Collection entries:

>>>>>

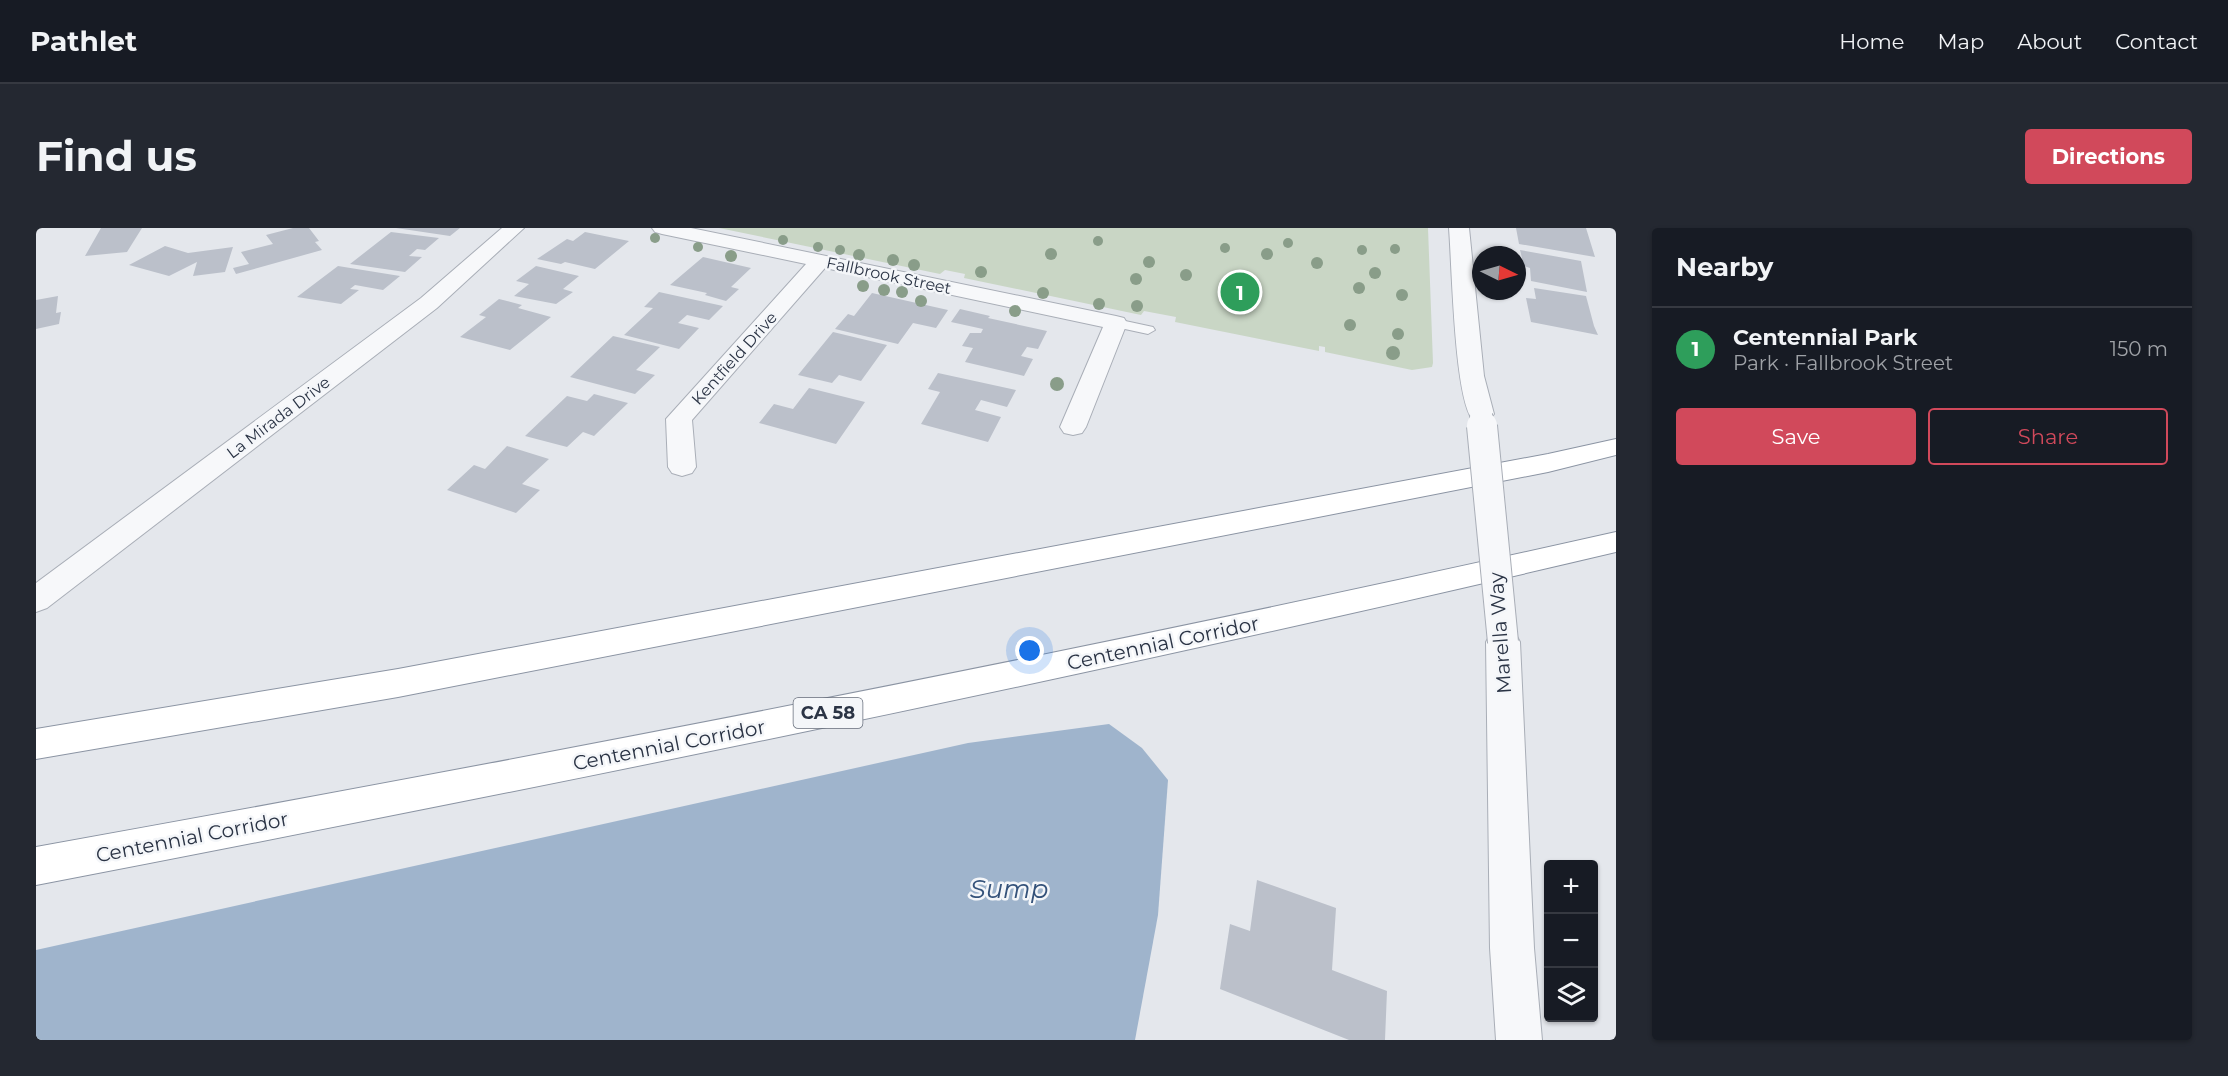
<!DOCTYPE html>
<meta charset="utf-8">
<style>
body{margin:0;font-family:Montserrat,sans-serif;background:#242831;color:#f1f3f6}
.controls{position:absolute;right:18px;bottom:18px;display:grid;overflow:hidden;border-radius:6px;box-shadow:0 2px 4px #0004}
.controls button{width:54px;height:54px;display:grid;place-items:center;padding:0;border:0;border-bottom:2px solid #363941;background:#171b24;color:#f1f3f6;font:30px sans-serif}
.compass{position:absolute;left:1436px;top:18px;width:54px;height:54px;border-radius:50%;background:#171b24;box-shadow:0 2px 4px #0004;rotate:95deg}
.you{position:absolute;left:994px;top:423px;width:21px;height:21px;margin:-15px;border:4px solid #fff;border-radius:50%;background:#1a73e8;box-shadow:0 0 0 9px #1a73e833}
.badge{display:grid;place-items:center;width:39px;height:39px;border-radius:50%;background:#d1495b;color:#fff;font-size:20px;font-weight:700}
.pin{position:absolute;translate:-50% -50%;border:3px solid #fff;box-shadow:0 2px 6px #0006}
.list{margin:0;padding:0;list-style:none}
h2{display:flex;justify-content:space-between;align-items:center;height:78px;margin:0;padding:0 24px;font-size:26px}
h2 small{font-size:20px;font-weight:400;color:#9ea1a6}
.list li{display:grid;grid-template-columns:39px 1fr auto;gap:18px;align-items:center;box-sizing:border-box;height:84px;padding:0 24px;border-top:2px solid #363941}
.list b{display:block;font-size:22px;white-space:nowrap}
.list p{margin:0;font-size:20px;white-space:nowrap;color:#9ea1a6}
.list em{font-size:20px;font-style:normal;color:#9ea1a6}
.actions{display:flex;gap:12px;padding:18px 24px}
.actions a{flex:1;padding:14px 0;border:2px solid #d1495b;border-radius:6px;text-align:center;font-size:21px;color:#d1495b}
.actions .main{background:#d1495b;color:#fff}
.icon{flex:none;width:33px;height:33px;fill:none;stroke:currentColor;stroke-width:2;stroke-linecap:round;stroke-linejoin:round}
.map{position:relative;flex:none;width:1580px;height:812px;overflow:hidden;border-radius:6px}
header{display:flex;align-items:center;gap:36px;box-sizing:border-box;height:84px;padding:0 30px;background:#171b24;border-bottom:2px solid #363941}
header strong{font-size:28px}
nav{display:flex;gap:33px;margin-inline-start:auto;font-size:21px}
.intro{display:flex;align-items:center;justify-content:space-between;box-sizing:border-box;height:144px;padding:0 36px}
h1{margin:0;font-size:42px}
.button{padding:15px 27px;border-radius:6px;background:#d1495b;color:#fff;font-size:21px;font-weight:700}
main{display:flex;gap:36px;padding:0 36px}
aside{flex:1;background:#171b24;border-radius:6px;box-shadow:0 2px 4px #0004}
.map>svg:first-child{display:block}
</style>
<header>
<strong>Pathlet</strong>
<nav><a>Home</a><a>Map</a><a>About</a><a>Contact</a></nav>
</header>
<div class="intro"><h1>Find us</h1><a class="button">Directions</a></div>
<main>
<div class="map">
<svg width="1580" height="812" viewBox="0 0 1580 812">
<rect width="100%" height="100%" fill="#e4e7ec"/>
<path fill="#c9d6c5" d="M 683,0 L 1392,0 L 1397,135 L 1396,139 L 1376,142 L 1289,124 L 1289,119 L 1283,118 L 1283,123 L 1139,94 L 1140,89 L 1108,83 L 1105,87 L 928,50 L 929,46 L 909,42 L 904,46 Z"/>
<path fill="#9fb4cc" d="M 1073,496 L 1106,520 L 1132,552 L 1122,687 L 1099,812 L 0,812 L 0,722 L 932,515 Z"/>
<path fill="#bbc0ca" d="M 65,0 L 106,0 L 91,24 L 49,28 Z
M 257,0 L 273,0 L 283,13 L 279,14 L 286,22 L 200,46 L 197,40 L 213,36 L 205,24 L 237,16 L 230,7 Z
M 360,0 L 424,0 L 414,8 Z
M 1480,0 L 1550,0 L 1559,29 L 1483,16 Z
M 355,4 L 403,10 L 389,22 L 381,21 L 373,28 L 386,29 L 369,44 L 314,36 Z
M 549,4 L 593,13 L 559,41 L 529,34 L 525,36 L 501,31 L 531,11 L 537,13 Z
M 129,18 L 152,25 L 197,19 L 189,44 L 157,48 L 161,34 L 133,48 L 93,37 Z
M 1484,22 L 1545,33 L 1551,64 L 1495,53 L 1494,40 L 1488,38 Z
M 667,29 L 715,40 L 695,59 L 703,61 L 690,73 L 669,67 L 671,65 L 634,57 Z
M 302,38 L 364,48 L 347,62 L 319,57 L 314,61 L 323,62 L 305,76 L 261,69 Z
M 500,38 L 543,48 L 527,61 L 537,64 L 520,76 L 478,68 L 493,56 L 480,53 Z
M 1498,60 L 1550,68 L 1558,98 L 1562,107 L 1495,94 L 1490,70 L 1500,71 Z
M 623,64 L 687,78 L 673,92 L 651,87 L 642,95 L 663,100 L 643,121 L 588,107 L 617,80 L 608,79 Z
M 836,65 L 912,82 L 900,100 L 877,95 L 862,116 L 799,101 L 812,86 L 818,88 Z
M 22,68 L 20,85 L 25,84 L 23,96 L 0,101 L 0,72 Z
M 463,71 L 486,77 L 482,80 L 515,89 L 474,122 L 424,109 L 450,89 L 443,87 Z
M 924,81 L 954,88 L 952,90 L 1011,103 L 1002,121 L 991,119 L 985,128 L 997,131 L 988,148 L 929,134 L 937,120 L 926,118 L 934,105 L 945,105 L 947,101 L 915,94 Z
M 797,104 L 851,117 L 825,153 L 803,147 L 796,155 L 762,147 Z
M 577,108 L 624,119 L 600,142 L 619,147 L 599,166 L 534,149 Z
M 902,145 L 980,162 L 971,179 L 945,172 L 939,182 L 965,189 L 952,214 L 885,196 L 904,164 L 892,161 Z
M 773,160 L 829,174 L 800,216 L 723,195 L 738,176 L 757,181 Z
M 558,166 L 592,175 L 558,208 L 547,204 L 531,219 L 489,208 L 531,168 L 551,173 Z
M 471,218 L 513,231 L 486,256 L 504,262 L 480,285 L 411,262 L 438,237 L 449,241 Z
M 1221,652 L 1300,680 L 1296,742 L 1351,763 L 1349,812 L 1313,812 L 1184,761 L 1194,696 L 1214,703 Z"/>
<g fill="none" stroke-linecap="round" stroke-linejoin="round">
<defs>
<path id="lane" d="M 1080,91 L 1117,99 L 1119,102 L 1112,106 L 1075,98 L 1073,95 L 1075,92 Z"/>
<path id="street" d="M 466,0 L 488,0 L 401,80 L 11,380 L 0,384 L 0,355 L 385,70 Z
M 616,0 L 655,0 L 1080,88 L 1088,90 L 1091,95 L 1050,199 L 1046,205 L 1037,207 L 1028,205 L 1024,199 L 1067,99 L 789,40 L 656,192 L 660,239 L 656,245 L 646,248 L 636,245 L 632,239 L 630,191 L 770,36 L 626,6 L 619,4 Z
M 1413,0 L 1433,0 L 1448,148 L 1458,186 L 1454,191 L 1445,194 L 1436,191 C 1418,165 1416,38 1413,0 Z
M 1467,401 L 1479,405 L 1484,414 L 1498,720 L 1506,812 L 1460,812 L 1454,720 L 1450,414 L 1455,405 Z"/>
<path id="highway" d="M 1580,211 L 1580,227 L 1512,244 L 362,469 L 0,531 L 0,501 L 362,441 L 1512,226 Z
M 1580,304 L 1580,324 C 1056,448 529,555 0,657 L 0,619 C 529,524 1056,422 1580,304 Z"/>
</defs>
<use href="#lane" stroke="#a9aeb7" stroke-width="2"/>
<use href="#street" stroke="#a9aeb7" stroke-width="2"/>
<use href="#highway" stroke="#8b94a3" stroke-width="2"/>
<use href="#lane" fill="#f7f8fa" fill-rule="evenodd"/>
<use href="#street" fill="#f7f8fa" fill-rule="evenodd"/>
<use href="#highway" fill="#fff" fill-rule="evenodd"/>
<defs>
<path id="street-bridge-far1" d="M 1445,186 L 1446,200"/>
<path id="street-bridge" d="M 1446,198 L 1467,414"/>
</defs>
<use href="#street-bridge-far1" stroke="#a9aeb7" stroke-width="24" stroke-linecap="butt"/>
<use href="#street-bridge" stroke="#a9aeb7" stroke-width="32" stroke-linecap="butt"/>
<use href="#street-bridge-far1" stroke="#f7f8fa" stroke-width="22"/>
<use href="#street-bridge" stroke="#f7f8fa" stroke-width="30"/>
</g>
<g fill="#899d89">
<circle cx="619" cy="10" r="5"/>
<circle cx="747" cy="12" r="5"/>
<circle cx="1062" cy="13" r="5"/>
<circle cx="1252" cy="15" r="5"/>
<circle cx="662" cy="19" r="5"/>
<circle cx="782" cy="19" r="5"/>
<circle cx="1189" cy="20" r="5"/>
<circle cx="1359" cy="21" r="5"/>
<circle cx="804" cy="22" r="5"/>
<circle cx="1326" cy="22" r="5"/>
<circle cx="1015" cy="26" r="6"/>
<circle cx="1231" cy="26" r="6"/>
<circle cx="823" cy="27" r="6"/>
<circle cx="695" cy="28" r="6"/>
<circle cx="857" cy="32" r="6"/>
<circle cx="1113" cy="34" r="6"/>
<circle cx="1281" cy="35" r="6"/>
<circle cx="878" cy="37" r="6"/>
<circle cx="945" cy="44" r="6"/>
<circle cx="1339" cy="45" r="6"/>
<circle cx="1150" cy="47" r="6"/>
<circle cx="1100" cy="51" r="6"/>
<circle cx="827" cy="58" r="6"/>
<circle cx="1323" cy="60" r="6"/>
<circle cx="848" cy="62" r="6"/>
<circle cx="866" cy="64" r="6"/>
<circle cx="1007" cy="65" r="6"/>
<circle cx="1366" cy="67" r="6"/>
<circle cx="885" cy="73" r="6"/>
<circle cx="1063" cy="76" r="6"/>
<circle cx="1101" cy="78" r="6"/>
<circle cx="979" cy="83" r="6"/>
<circle cx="1314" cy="97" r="6"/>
<circle cx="1362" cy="106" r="6"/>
<circle cx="1357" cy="125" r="7"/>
<circle cx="1021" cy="156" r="7"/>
</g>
<g text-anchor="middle" stroke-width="5" stroke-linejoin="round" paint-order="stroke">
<g font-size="16" fill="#2b3445" stroke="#f4f6f9">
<text transform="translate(853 47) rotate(12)" y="6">Fallbrook Street</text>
<text transform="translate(698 130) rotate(-48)" y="6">Kentfield Drive</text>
<text transform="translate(242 189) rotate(-37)" y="6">La Mirada Drive</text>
</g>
<rect fill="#f4f6f9" stroke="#676e7b" stroke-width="1.5" x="757.5" y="470" width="69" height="30" rx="4.5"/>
<g font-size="18" font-weight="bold" fill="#2b3445">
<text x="792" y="491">CA 58</text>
</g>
<g font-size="20" fill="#2b3445" stroke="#f4f6f9">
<text transform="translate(1464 405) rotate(-94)" y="7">Marella Way</text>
<text transform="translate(1127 415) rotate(-12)" y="7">Centennial Corridor</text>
<text transform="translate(633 517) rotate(-11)" y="7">Centennial Corridor</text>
<text transform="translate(156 609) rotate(-11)" y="7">Centennial Corridor</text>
</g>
<g font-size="26" font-style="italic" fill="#34527a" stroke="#f4f6f9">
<text x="973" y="670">Sump</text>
</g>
</g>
</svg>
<div class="controls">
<button>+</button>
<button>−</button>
<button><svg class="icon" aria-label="layers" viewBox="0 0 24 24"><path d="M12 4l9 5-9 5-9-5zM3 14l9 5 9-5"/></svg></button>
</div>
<svg class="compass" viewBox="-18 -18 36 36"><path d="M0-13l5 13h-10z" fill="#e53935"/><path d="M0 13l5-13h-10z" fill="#9ea1a6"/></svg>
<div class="you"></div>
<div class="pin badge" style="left:1204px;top:64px;background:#2e9e5b">1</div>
</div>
<aside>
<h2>Nearby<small></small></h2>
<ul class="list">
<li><span class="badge" style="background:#2e9e5b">1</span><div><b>Centennial Park</b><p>Park · Fallbrook Street</p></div><em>150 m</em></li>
</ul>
<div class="actions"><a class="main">Save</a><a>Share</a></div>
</aside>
</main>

<<<<<

#### INSTRUCTIONS FOR THE TASK:
Find each line of the data above that holds the word "none", then copy it.

#### EXERCISE SOLUTION:
.list{margin:0;padding:0;list-style:none}
.icon{flex:none;width:33px;height:33px;fill:none;stroke:currentColor;stroke-width:2;stroke-linecap:round;stroke-linejoin:round}
.map{position:relative;flex:none;width:1580px;height:812px;overflow:hidden;border-radius:6px}
<g fill="none" stroke-linecap="round" stroke-linejoin="round">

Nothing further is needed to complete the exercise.